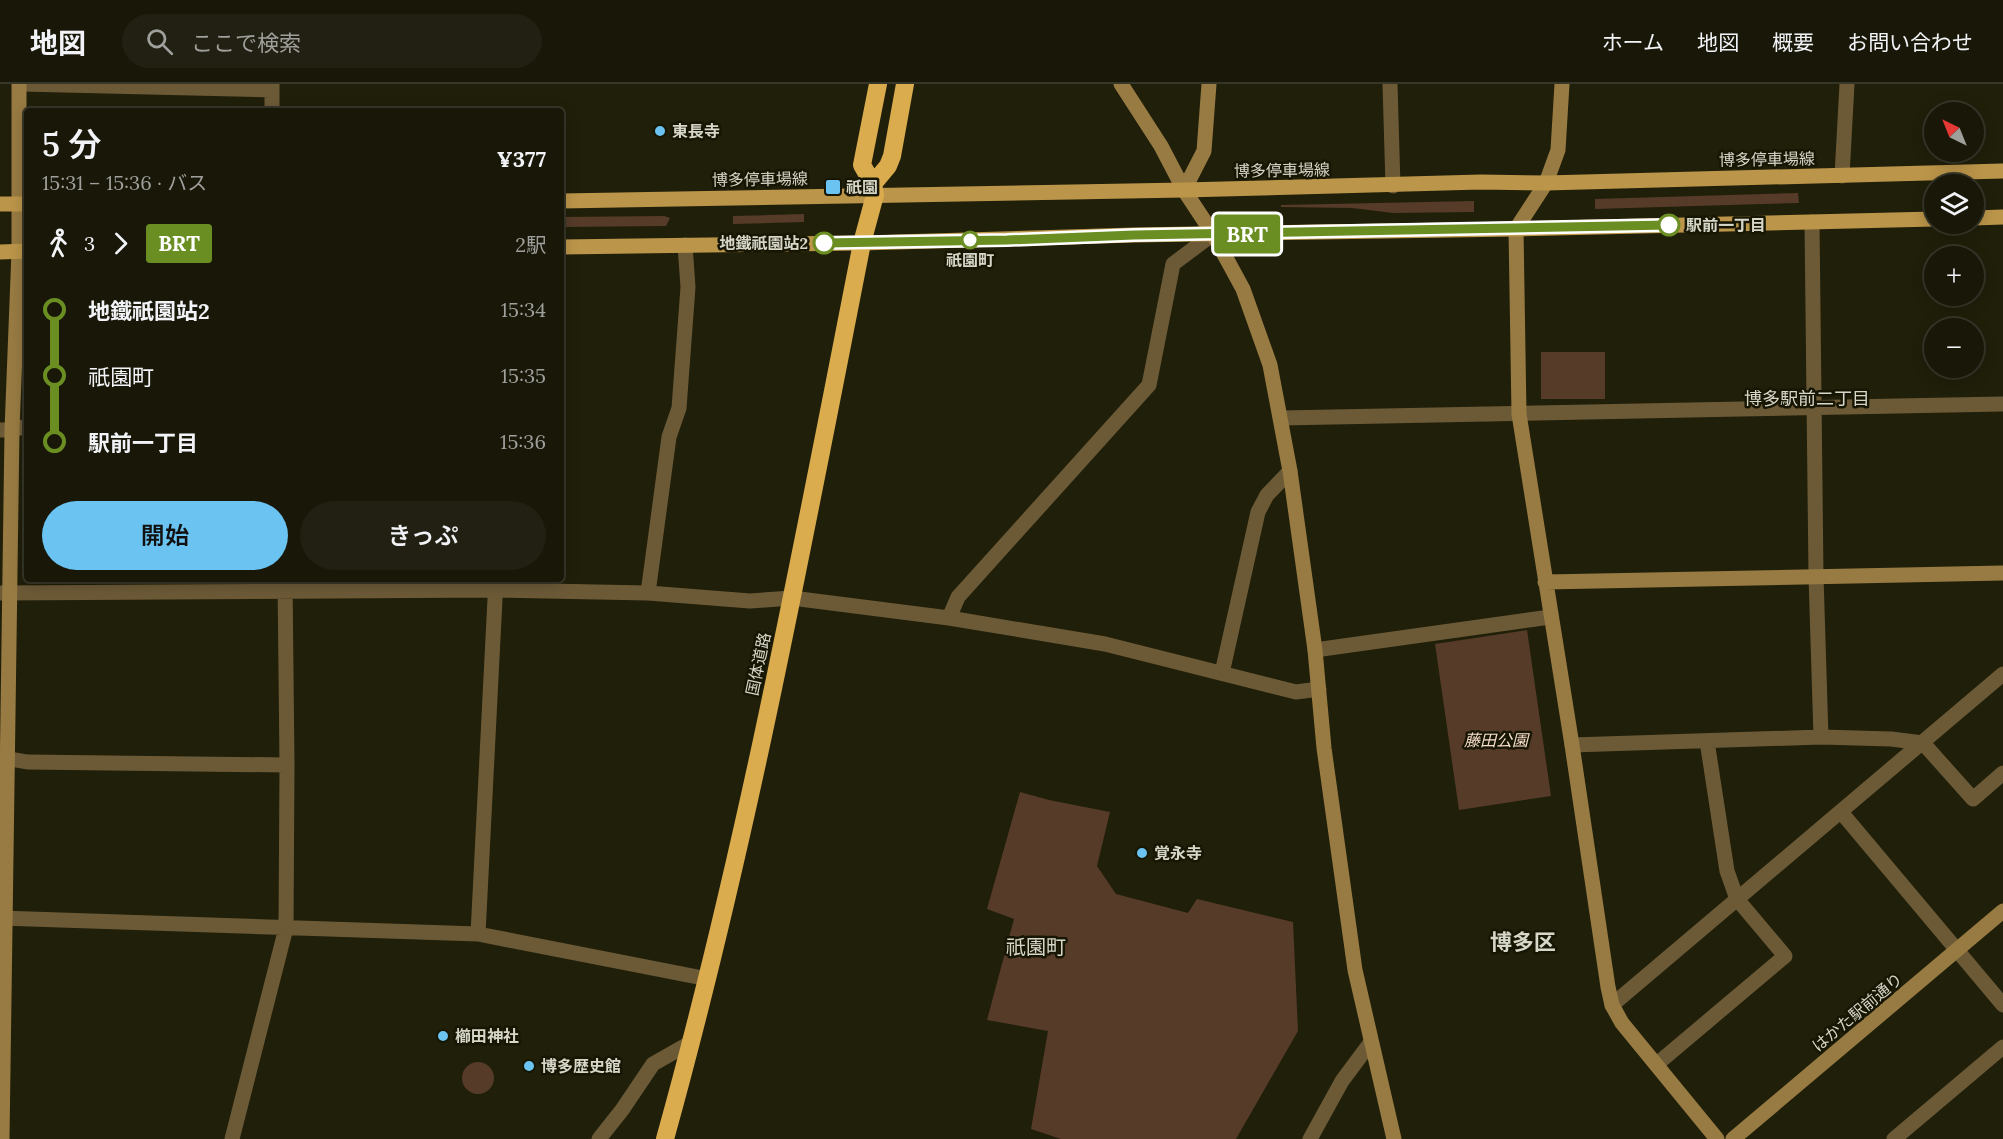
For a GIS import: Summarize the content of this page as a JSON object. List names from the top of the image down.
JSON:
{
  "streets": {
    "highway": ["国体道路"],
    "main road": ["博多停車場線"],
    "street": ["はかた駅前通り"]
  },
  "crossings": [
    ["博多停車場線", "国体道路"]
  ],
  "districts": ["博多駅前二丁目", "博多区", "祇園町"],
  "parks": ["藤田公園"],
  "places": {
    "other": [
      "東長寺",
      "駅前一丁目",
      "祇園町",
      "地鐵祇園站2",
      "覚永寺",
      "櫛田神社",
      "博多歴史館"
    ],
    "transit": ["祇園"]
  },
  "lines": ["bus line BRT"],
  "north": "top left",
  "page": {
    "header": "地図",
    "search": "ここで検索",
    "nav": [
      "ホーム",
      "地図",
      "概要",
      "お問い合わせ"
    ],
    "on_map": "BRT",
    "map_buttons": ["+", "−"],
    "heading": ["5 分", "15:31 – 15:36 · バス", "¥377"],
    "legs": ["3", "BRT", "2駅"],
    "list": [
      {
        "name": "地鐵祇園站2",
        "value": "15:34"
      },
      {
        "name": "祇園町",
        "value": "15:35"
      },
      {
        "name": "駅前一丁目",
        "value": "15:36"
      }
    ],
    "buttons": ["開始", "きっぷ"]
  }
}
· · · · ·
- Your goal:
Print each line of the listing exactly and include no pictures.

- Written solution:
For a GIS import: Summarize the content of this page as a JSON object. List names from the top of the image down.
JSON:
{
  "streets": {
    "highway": ["国体道路"],
    "main road": ["博多停車場線"],
    "street": ["はかた駅前通り"]
  },
  "crossings": [
    ["博多停車場線", "国体道路"]
  ],
  "districts": ["博多駅前二丁目", "博多区", "祇園町"],
  "parks": ["藤田公園"],
  "places": {
    "other": [
      "東長寺",
      "駅前一丁目",
      "祇園町",
      "地鐵祇園站2",
      "覚永寺",
      "櫛田神社",
      "博多歴史館"
    ],
    "transit": ["祇園"]
  },
  "lines": ["bus line BRT"],
  "north": "top left",
  "page": {
    "header": "地図",
    "search": "ここで検索",
    "nav": [
      "ホーム",
      "地図",
      "概要",
      "お問い合わせ"
    ],
    "on_map": "BRT",
    "map_buttons": ["+", "−"],
    "heading": ["5 分", "15:31 – 15:36 · バス", "¥377"],
    "legs": ["3", "BRT", "2駅"],
    "list": [
      {
        "name": "地鐵祇園站2",
        "value": "15:34"
      },
      {
        "name": "祇園町",
        "value": "15:35"
      },
      {
        "name": "駅前一丁目",
        "value": "15:36"
      }
    ],
    "buttons": ["開始", "きっぷ"]
  }
}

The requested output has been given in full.